In people everywhere you meet this unique combination of vitality and innocence in the Netherlands. On a dayly basis there are massive cookouts of families and friends in the parks. A tremendous peace seems to have descended.

To preserve this peace, racial relationships are dealt with in a very conscious manner, since in a country where there are growing minorities from a large variety of sources, including a large Islam contingent, there is always the potential of racial extremism --which once it starts is in almost every instance hard to calm down. Racial hatred goes through the ages, so it is better to prevent it from starting in the first place. How ? Let me give you a couple of examples of how they try in Amsterdam.

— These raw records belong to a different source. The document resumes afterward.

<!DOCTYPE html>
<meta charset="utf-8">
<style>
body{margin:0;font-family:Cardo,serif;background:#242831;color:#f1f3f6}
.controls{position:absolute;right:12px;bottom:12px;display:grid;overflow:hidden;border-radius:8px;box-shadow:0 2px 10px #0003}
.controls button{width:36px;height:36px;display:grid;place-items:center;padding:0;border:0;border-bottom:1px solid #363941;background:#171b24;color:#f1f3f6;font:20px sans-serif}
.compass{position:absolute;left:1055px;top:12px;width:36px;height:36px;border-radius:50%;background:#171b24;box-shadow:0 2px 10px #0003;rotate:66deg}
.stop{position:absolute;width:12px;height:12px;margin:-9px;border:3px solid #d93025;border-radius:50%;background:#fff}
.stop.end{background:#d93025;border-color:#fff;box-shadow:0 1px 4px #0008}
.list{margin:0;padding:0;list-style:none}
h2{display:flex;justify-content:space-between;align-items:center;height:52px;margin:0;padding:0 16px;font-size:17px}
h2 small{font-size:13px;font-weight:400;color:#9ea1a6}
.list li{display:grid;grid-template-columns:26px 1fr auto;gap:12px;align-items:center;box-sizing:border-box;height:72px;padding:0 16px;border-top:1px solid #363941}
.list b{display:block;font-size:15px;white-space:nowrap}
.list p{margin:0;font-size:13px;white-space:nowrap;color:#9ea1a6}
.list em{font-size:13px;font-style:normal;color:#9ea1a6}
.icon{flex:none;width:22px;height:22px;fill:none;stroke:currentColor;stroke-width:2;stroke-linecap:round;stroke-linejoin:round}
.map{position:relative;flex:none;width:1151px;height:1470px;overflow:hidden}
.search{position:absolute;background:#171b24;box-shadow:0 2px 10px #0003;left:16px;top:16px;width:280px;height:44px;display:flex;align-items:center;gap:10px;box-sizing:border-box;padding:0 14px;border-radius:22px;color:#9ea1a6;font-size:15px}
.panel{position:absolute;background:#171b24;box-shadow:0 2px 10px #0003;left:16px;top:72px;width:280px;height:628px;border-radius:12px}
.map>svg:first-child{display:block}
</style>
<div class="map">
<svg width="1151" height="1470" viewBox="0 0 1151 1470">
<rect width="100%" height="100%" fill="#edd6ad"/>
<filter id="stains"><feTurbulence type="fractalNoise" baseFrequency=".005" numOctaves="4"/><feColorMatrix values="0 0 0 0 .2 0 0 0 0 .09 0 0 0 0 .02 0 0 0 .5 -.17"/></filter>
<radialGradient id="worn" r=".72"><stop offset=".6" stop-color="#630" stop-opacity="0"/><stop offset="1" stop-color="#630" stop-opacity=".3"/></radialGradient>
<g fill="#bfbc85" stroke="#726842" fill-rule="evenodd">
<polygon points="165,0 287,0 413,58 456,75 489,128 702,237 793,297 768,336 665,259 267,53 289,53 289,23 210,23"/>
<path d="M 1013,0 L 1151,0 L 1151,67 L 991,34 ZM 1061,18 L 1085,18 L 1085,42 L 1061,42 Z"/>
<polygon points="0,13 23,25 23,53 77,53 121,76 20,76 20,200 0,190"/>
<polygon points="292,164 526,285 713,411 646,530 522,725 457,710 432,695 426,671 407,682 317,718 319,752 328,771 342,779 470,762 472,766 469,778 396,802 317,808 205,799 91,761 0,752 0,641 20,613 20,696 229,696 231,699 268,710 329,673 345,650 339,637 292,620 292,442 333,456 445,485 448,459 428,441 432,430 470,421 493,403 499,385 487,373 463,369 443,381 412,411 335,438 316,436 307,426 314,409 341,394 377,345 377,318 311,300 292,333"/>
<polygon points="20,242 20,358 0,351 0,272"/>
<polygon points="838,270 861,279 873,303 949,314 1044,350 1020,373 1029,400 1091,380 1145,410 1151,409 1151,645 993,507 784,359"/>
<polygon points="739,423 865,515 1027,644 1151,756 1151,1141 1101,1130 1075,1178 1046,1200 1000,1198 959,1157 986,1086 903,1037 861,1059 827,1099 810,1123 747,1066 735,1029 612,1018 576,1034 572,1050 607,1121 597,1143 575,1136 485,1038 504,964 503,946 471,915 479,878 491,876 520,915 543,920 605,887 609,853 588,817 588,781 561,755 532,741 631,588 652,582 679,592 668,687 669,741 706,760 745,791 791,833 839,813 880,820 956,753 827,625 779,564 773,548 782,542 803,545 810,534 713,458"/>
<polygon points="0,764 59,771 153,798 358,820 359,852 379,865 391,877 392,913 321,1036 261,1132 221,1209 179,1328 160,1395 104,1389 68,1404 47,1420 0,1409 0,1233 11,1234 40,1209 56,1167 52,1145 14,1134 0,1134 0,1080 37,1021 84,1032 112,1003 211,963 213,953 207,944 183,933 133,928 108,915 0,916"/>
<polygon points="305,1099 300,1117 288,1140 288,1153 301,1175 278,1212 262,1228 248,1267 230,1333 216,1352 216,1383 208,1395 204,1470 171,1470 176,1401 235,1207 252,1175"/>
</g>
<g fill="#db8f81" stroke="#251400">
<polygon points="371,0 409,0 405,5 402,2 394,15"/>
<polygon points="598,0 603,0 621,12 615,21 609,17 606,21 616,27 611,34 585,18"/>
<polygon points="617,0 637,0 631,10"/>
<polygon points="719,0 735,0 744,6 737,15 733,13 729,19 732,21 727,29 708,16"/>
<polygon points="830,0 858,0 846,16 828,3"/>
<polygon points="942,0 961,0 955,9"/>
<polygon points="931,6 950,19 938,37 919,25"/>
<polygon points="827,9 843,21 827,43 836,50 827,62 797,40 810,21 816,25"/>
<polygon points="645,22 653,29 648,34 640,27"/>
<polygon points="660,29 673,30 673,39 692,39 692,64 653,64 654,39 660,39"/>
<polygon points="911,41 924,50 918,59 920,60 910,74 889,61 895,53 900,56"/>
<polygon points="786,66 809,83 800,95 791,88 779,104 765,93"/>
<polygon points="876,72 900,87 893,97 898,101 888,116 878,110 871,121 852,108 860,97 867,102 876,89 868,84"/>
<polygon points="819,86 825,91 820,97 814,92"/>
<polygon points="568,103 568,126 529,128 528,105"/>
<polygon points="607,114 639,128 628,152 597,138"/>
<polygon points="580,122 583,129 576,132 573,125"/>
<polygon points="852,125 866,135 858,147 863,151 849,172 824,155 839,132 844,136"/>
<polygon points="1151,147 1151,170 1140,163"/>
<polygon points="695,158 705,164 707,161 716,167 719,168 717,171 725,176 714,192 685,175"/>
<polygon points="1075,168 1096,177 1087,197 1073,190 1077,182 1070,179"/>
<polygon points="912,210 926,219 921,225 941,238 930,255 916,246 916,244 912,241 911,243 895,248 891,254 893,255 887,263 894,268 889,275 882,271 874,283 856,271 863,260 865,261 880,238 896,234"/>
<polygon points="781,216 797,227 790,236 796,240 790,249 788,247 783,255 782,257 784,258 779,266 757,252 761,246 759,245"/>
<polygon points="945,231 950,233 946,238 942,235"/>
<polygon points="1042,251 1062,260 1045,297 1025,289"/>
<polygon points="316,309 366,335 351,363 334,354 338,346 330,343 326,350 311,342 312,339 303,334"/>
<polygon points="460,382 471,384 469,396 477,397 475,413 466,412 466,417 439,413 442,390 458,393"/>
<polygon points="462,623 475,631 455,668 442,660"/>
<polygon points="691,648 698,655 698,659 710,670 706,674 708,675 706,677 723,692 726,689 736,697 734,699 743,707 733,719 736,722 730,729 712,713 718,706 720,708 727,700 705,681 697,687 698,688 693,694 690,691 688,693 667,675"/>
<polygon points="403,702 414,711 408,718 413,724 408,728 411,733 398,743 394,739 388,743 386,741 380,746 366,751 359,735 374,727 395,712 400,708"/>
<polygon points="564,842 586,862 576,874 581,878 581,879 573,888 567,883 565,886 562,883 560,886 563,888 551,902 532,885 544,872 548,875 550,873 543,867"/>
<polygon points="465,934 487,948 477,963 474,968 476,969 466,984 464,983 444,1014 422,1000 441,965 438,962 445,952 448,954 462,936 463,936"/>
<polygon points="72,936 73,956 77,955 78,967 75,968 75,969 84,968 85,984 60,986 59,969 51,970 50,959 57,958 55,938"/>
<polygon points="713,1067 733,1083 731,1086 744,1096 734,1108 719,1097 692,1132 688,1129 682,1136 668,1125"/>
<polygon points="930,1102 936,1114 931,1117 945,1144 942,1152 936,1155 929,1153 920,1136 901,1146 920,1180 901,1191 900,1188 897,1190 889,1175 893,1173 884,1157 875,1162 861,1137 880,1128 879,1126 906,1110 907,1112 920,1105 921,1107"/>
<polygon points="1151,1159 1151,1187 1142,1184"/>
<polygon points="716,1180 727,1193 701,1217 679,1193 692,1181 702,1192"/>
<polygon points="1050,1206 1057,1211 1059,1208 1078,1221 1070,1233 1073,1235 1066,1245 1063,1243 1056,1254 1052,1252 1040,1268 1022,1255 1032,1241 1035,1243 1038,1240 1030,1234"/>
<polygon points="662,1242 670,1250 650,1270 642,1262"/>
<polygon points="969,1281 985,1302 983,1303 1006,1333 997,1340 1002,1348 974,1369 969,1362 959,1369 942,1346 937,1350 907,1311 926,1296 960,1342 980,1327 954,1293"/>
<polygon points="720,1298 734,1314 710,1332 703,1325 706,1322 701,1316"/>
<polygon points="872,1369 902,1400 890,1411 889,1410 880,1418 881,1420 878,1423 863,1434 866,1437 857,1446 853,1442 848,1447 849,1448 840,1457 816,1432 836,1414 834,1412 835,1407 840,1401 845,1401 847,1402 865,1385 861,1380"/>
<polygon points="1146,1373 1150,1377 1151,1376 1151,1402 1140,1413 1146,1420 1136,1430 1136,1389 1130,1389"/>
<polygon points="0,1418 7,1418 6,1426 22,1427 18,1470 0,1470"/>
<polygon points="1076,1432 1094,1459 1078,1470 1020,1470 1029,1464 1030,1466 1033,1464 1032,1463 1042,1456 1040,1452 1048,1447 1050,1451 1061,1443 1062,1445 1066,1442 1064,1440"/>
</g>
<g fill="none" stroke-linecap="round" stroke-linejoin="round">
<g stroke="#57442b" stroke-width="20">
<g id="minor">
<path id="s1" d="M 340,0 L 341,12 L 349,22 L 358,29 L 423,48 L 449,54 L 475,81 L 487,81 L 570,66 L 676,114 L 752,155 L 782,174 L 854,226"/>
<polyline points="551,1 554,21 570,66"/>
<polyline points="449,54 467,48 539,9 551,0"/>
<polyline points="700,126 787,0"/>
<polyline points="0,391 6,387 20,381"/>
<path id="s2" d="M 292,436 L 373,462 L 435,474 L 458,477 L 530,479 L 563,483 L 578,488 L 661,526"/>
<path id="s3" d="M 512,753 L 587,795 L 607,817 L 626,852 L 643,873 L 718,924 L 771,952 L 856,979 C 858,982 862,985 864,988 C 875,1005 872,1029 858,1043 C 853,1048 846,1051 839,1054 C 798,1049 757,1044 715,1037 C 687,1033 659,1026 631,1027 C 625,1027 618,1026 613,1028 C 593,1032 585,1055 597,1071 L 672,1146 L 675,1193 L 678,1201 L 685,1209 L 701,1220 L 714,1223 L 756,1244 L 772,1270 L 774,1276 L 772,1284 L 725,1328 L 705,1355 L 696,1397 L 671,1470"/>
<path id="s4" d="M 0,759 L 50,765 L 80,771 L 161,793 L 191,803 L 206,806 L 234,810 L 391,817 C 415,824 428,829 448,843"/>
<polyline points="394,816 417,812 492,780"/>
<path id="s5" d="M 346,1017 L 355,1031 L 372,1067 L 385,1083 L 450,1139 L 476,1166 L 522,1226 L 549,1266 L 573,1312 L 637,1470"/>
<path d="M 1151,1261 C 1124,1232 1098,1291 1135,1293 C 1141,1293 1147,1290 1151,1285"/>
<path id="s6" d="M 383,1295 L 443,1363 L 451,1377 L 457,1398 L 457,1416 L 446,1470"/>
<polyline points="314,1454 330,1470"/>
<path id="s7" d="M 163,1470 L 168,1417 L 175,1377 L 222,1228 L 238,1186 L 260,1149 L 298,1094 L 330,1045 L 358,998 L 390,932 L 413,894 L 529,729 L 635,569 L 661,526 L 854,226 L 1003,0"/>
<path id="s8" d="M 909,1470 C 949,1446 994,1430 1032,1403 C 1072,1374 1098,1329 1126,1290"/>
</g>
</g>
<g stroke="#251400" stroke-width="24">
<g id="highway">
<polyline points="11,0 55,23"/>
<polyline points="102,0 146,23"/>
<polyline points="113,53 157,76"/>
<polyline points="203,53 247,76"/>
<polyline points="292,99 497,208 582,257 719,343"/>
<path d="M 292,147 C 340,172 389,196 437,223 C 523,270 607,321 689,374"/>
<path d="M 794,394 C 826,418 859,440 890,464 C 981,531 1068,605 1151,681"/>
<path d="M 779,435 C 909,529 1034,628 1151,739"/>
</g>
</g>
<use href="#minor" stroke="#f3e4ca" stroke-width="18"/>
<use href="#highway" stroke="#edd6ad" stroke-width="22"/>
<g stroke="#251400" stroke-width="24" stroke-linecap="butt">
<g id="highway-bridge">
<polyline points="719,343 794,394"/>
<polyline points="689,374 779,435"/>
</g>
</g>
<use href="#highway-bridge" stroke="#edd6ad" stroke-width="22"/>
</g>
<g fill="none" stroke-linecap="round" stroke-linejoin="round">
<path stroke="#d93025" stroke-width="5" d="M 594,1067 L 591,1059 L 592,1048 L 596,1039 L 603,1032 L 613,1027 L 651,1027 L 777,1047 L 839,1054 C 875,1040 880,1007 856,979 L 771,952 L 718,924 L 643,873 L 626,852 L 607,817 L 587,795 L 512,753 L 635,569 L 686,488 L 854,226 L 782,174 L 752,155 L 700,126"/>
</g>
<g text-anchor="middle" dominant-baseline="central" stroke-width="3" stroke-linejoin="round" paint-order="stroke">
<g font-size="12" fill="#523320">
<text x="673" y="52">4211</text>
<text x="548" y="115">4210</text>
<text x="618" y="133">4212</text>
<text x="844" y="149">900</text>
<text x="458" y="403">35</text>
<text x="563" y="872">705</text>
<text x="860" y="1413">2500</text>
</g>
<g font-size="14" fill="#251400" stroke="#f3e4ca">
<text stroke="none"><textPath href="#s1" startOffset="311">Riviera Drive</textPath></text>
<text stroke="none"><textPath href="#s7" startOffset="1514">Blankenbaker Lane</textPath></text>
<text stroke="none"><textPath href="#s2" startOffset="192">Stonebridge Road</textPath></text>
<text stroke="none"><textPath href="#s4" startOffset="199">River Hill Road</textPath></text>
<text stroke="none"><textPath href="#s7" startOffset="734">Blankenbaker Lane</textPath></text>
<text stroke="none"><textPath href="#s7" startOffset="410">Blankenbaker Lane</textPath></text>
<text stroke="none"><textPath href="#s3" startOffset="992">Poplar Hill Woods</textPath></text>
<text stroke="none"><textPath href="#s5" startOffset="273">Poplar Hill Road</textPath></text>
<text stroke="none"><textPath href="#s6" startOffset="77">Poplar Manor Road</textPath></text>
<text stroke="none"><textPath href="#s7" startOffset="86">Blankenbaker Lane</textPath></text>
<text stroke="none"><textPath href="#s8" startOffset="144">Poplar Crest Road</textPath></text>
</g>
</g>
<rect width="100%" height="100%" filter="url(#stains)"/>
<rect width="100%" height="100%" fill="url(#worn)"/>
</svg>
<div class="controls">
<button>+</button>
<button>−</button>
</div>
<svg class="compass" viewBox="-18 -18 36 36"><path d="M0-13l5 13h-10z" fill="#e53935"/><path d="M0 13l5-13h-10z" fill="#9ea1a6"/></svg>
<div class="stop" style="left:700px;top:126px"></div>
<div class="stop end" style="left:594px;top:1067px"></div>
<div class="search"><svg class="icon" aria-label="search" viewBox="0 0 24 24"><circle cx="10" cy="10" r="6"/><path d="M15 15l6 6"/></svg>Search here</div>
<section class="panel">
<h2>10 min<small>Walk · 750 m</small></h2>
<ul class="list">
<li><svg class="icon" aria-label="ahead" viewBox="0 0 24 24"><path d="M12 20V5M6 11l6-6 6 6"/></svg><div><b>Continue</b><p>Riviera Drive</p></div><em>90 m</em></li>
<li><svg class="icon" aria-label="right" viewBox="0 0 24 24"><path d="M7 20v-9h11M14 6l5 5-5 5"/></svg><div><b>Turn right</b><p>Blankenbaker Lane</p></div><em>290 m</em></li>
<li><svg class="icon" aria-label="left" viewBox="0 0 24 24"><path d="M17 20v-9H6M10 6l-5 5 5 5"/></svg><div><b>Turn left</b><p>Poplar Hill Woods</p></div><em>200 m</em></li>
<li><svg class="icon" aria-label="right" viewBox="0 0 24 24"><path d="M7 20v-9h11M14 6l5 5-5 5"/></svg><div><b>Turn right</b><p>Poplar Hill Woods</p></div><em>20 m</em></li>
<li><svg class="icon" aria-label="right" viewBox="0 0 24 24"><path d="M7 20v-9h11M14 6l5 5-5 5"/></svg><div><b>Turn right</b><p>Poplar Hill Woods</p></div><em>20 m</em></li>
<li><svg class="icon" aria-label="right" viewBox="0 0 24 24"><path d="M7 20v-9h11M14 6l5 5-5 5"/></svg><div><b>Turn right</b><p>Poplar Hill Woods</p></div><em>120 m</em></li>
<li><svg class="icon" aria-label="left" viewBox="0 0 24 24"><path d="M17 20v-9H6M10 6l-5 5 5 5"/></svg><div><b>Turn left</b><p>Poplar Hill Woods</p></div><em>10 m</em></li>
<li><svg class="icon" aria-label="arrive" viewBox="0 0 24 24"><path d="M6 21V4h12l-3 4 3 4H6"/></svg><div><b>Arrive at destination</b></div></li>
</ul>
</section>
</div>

While in Amsterdam I attended what was billed as a 'roots' festival in the Oosterpark, my old 'hood'. That area is dominated by one of the cheapest daily central markets, with an incredible variety of foods, fish cheese etc, but you can also find more or less all your common needs there, such as clothing, toothpaste, etc. This market is frequented by a large variety of ethnicities and religions --almost always speaking dutch as well as other languages.

Anyhow: no expense is spared for the ROOTS EXPERIENCE. About 8 stages are scattered throughout the park and a large variety of world music
bands play from dawn deep into the night.
From African rythms, to gypsy chanting, an arab electronic oud band, schoolchildren from Suriname --all giving it their best while throngs of many thousands file by, snacking on a kebab, a roti, sushi or some Indonesian Nasi goreng.
Meanwhile the park is filled
with small folk art displays (for sale) and one can learn about green opportunities and volunteer organizations from all over the world, etc. Some of the people drink a mint tea and smoke a hookah under a tree (8 euros).
Only yards away the younger children have their own fun and spontaniously bath in one of the park's water elements.
Listen to the sound of the next generation here:

Of course the Roots event is heavily subsidized --like so many others it is free-- but the goodwill created between the people is immeasurable. As Lydia Popova a russian scientist once remarked: "We are connected by the beauty in this world". Strangely.... more than religion, more than science, it is beauty that we can recognize in each other's music, art and expression and in that deep way we find our common humanity.

Less than two weeks later, in the same Oosterpark there was an anti slavery manifestation. A large permanent anti slavery monument was unveiled and the dutch government offered its sincere apologies for some of the blackest pages in its history. In particular the history of the Surinam people was highlighted, who first came to South America as slaves and much later moved to the Netherlands as dutch citizens. Slavery where-ever practiced is dehumanizing and that is the core of its evil. The event again drew forth many different ethnicities, this time a lot of them in their traditional or indigenous dress. Reckoning with the reality of the collective history, allows each person to be more individuated (as Jung would say) --or: to be more themselves. In the monument the slaves walk through the winged gate of liberation:
The roots festival as well as the anti slavery manifestation are some of the many attempts to try to anchor the sense of ethnic pride into the dutch experience. Encourage communication --the Dutch talk incessantly with each other, encourage collectives --one rarely sees people walking alone on the streets. In the Dutch playbook the main tool here is to allow all people a stake in a common future. Encourage a sense of belonging: an exercise in teaching tolerance ever so subtle --through inner pride, respect and enjoyment of each others' cultural expression. The Dutch are becoming masters of 'social engineering': The polite politics of Polis.


Hope you enjoy this.
I will write some more articles on Polis, Politics and Police in the coming days, mainly based on my notes from Amsterdam.